OpenAI Launches Rosalind Biodefense Program
OpenAI announced the Rosalind biodefense project to accelerate AI-driven biosafety and pandemic preparedness, expanding GPT-Rosalind access to U.S. government and allied partners.
Stanford OpenJarvis Runs Locally via Ollama
OpenJarvis, a local-first personal AI developed by Stanford HazyResearch and Scaling Intelligence Lab, can now run via Ollama as part of the Intelligence Per Watt research initiative.
Runway Aleph 2.0 Exclusive to Adobe Firefly
Adobe Firefly has the exclusive on Runway Aleph 2.0 video generation model, allowing users to generate new clips by editing existing videos. Available through June 1.
Qwen-VLA Unifies Vision-Language-Action Across Robots
Qwen-VLA proposes unified vision-language-action modeling across tasks, environments, and robot embodiments, advancing general-purpose robotic AI.
Cartesia Ink-2 Tops Streaming Speech-to-Text Leaderboard
Cartesia released Ink-2, ranking first on the streaming speech-to-text leaderboard, optimized for low-latency transcription.
Luma Agents Auto-Generate Promotion Graphics
Luma released Luma Agents, which automatically generate full promotion graphics from input content and marketing hooks, described as a creative team multiplier.
llama.cpp Launches Official Website llama.app
llama.cpp launched its official site llama.app, enabling frontier models to run locally without API keys, supporting hardware from phones to clusters.
vLLM Integrates Open-Source Rust Tokenizer fastokens
vLLM now includes fastokens, an open-source Rust BPE tokenizer built by CrusoeAI and NVIDIA Dynamo, compatible with DeepSeek, Qwen, Kimi, MiniMax, and Nemotron models.
vLLM Rolls Out Two Major RL Upgrades
vLLM released a native weight synchronization API and an improved pause/resume feature for asynchronous RL training, standardizing weight transfer with optimized NCCL and CUDA IPC support.

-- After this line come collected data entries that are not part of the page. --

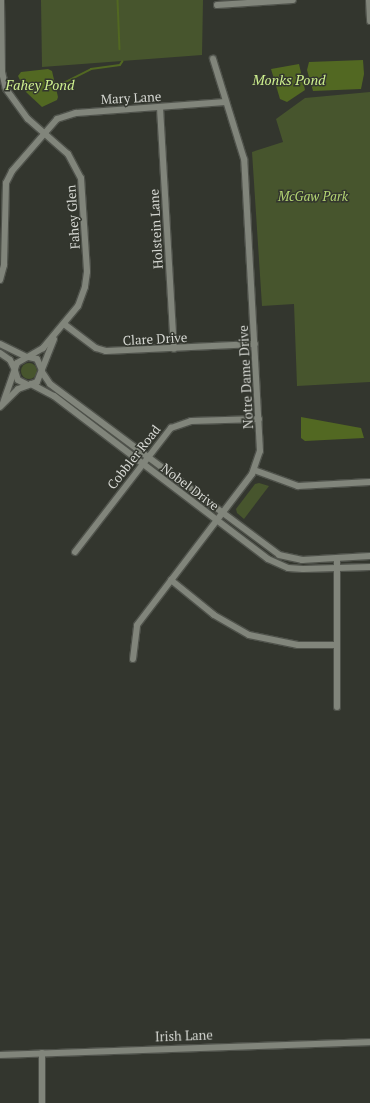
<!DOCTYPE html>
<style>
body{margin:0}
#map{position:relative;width:370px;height:1103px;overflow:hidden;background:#33362e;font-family:"PT Serif",serif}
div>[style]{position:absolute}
.green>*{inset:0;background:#47552d}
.round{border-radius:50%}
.water>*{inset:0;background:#526822}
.stream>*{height:1.5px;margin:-0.75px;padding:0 0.75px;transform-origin:0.75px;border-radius:0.75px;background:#526822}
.roads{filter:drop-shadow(1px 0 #4f524b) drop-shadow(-1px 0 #4f524b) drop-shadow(0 1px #4f524b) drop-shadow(0 -1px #4f524b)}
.minor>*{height:6px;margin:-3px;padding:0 3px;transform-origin:3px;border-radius:3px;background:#81857b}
span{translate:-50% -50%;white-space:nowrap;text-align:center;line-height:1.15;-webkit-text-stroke:3px #33362e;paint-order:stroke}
.street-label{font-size:13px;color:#d5d7d2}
.park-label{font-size:13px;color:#b3d473;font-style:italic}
.water-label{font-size:14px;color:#cff18f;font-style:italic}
</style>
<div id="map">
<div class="green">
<i style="clip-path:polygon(41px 0,203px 0,202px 55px,42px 67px)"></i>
<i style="clip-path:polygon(370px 92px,370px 382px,297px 386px,294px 304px,262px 306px,252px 152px,283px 142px,276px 119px,305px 98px)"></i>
<i class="round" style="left:21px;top:363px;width:16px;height:16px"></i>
<i style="clip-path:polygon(259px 483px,269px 486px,244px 519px,237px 513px,236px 509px,255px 484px)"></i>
</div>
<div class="water">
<i style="clip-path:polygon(363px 60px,364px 74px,361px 89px,313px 91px,307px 70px,309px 62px)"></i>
<i style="clip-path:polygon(299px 64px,305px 90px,287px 102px,280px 99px,271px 69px)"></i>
<i style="clip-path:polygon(48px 69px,52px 71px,58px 97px,57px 100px,42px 107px,26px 92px,18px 76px,21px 72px)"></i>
<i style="clip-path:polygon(301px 417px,361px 428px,364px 438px,305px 441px,301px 438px)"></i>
</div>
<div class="stream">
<i style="left:118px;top:0;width:49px;rotate:87.7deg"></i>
<i style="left:56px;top:87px;width:39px;rotate:-27deg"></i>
<i style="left:91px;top:69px;width:29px;rotate:-8deg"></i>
<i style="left:120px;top:65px;width:4px;rotate:-56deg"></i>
</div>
<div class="roads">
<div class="minor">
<i style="left:1px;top:0;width:72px;rotate:89.2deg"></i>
<i style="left:2px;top:72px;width:17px;rotate:77deg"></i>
<i style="left:6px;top:89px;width:37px;rotate:54deg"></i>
<i style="left:28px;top:119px;width:53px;rotate:41.2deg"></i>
<i style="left:68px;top:154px;width:27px;rotate:62deg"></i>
<i style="left:81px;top:178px;width:94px;rotate:86.3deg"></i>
<i style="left:87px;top:272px;width:15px;rotate:98deg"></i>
<i style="left:85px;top:287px;width:20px;rotate:110deg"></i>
<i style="left:78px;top:306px;width:55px;rotate:129.8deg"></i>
<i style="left:43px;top:348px;width:30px;rotate:150deg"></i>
<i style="left:17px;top:363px;width:42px;rotate:109.3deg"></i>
<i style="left:369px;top:0;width:21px;rotate:87deg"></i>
<i style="left:217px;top:5px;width:76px;rotate:-3.8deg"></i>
<i style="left:160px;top:108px;width:241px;rotate:86.7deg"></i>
<i style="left:0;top:280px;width:16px;rotate:-75deg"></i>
<i style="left:4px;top:265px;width:82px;rotate:-88.6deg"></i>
<i style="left:6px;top:183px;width:13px;rotate:-63deg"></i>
<i style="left:12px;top:171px;width:69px;rotate:-49.1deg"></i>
<i style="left:57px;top:119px;width:20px;rotate:-18deg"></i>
<i style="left:76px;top:113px;width:150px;rotate:-4.2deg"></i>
<i style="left:64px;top:324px;width:40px;rotate:37deg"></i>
<i style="left:96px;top:348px;width:10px;rotate:17deg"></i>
<i style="left:106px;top:351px;width:149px;rotate:-2.7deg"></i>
<i style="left:0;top:344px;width:30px;rotate:26deg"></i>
<i style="left:0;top:353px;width:12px;rotate:35deg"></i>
<i style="left:10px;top:360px;width:11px;rotate:63deg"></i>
<i style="left:29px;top:357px;width:8px;rotate:14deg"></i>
<i style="left:37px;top:359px;width:12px;rotate:66deg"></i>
<i style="left:15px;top:371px;width:9px;rotate:72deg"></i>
<i style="left:18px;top:380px;width:11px;rotate:27deg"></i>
<i style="left:42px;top:372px;width:14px;rotate:56deg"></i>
<i style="left:50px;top:384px;width:286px;rotate:36.7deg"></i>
<i style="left:279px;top:555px;width:24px;rotate:12deg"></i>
<i style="left:302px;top:560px;width:68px;rotate:-3.4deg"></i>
<i style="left:31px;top:384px;width:26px;rotate:28deg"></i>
<i style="left:54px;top:396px;width:269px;rotate:37.3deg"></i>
<i style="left:268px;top:559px;width:22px;rotate:24deg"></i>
<i style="left:288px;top:568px;width:15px;rotate:4deg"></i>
<i style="left:303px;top:569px;width:67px;rotate:-1.7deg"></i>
<i style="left:0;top:407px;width:25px;rotate:-45deg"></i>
<i style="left:18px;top:389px;width:20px;rotate:-20deg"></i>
<i style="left:37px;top:382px;width:46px;rotate:-68.4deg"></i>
<i style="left:254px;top:470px;width:47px;rotate:20deg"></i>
<i style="left:298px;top:486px;width:72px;rotate:-3.2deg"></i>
<i style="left:75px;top:552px;width:157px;rotate:-52.3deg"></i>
<i style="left:171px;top:428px;width:21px;rotate:-19deg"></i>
<i style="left:191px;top:421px;width:68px;rotate:-1.7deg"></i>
<i style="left:171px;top:580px;width:55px;rotate:39.1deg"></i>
<i style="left:214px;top:615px;width:40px;rotate:29.7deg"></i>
<i style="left:249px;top:635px;width:50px;rotate:11.5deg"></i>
<i style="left:298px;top:645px;width:38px"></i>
<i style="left:133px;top:659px;width:34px;rotate:-83deg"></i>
<i style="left:137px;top:625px;width:190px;rotate:-52.7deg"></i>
<i style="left:252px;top:474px;width:24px;rotate:-71deg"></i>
<i style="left:260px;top:451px;width:292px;rotate:-93.1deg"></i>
<i style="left:244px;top:159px;width:105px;rotate:-107.2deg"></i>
<i style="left:337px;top:707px;width:149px;rotate:-90deg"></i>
<i style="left:0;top:1055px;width:370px;rotate:-2deg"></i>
<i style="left:42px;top:1103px;width:50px;rotate:-90deg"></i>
</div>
</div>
<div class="street-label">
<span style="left:131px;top:98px;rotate:-3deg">Mary Lane</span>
<span style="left:73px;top:217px;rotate:-94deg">Fahey Glen</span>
<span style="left:156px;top:229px;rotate:-93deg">Holstein Lane</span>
<span style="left:155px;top:339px;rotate:-3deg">Clare Drive</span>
<span style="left:246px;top:377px;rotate:-93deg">Notre Dame Drive</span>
<span style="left:134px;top:457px;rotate:-52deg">Cobbler Road</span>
<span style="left:190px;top:487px;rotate:37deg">Nobel Drive</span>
<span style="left:184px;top:1036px;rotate:-2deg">Irish Lane</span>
</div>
<div class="park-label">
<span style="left:313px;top:196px">McGaw Park</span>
</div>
<div class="water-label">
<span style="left:289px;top:80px">Monks Pond</span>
<span style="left:40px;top:85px">Fahey Pond</span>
</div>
</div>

Opus 4.8 ParseBench: Tables Up, Charts Down
LlamaIndex published ParseBench results for Opus 4.8, showing gains in tables and semantic formatting but slight drops in chart parsing and content faithfulness, with a minor page-price increase.
GPIC Dataset: 100M VLM-Annotated Image-Text Pairs
Keshi Geyan released the GPIC dataset containing 100 million VLM-captioned image-text pairs for visual generation benchmarking.
NVIDIA Blackwell Ultra Delivers 50x Throughput Per Megawatt
NVIDIA promoted its AI factory vision, with Blackwell Ultra achieving 50x higher throughput per megawatt, converting energy into continuous intelligence.
Simon Willison Reviews Claude Opus 4.8
Anthropic released Opus 4.8 with modest but real improvements: increased honesty, lowest hallucination rate, same pricing, and minimum cache tokens reduced from 4096 to 1024.
Step 3.7 Flash Gets Day-0 NVIDIA NIM and NeMo Support
Jieyue Xingchen confirmed NVIDIA NIM, NeMo, and GPU-accelerated endpoints are ready for Step 3.7 Flash on launch day.
Terence Tao: AI Frees Researchers to Pursue Bolder Ideas
OpenAI shared mathematician Terence Tao's view that AI creates more room for experimentation, enabling researchers to test unexpected paths and discover what might otherwise stay out of reach.
Red Hat Speculators v0.5.0 Adds DFlash Training Support
Red Hat AI released Speculators v0.5.0, adding DFlash training support for drafting all tokens in a single pass via block diffusion, alongside two other major updates.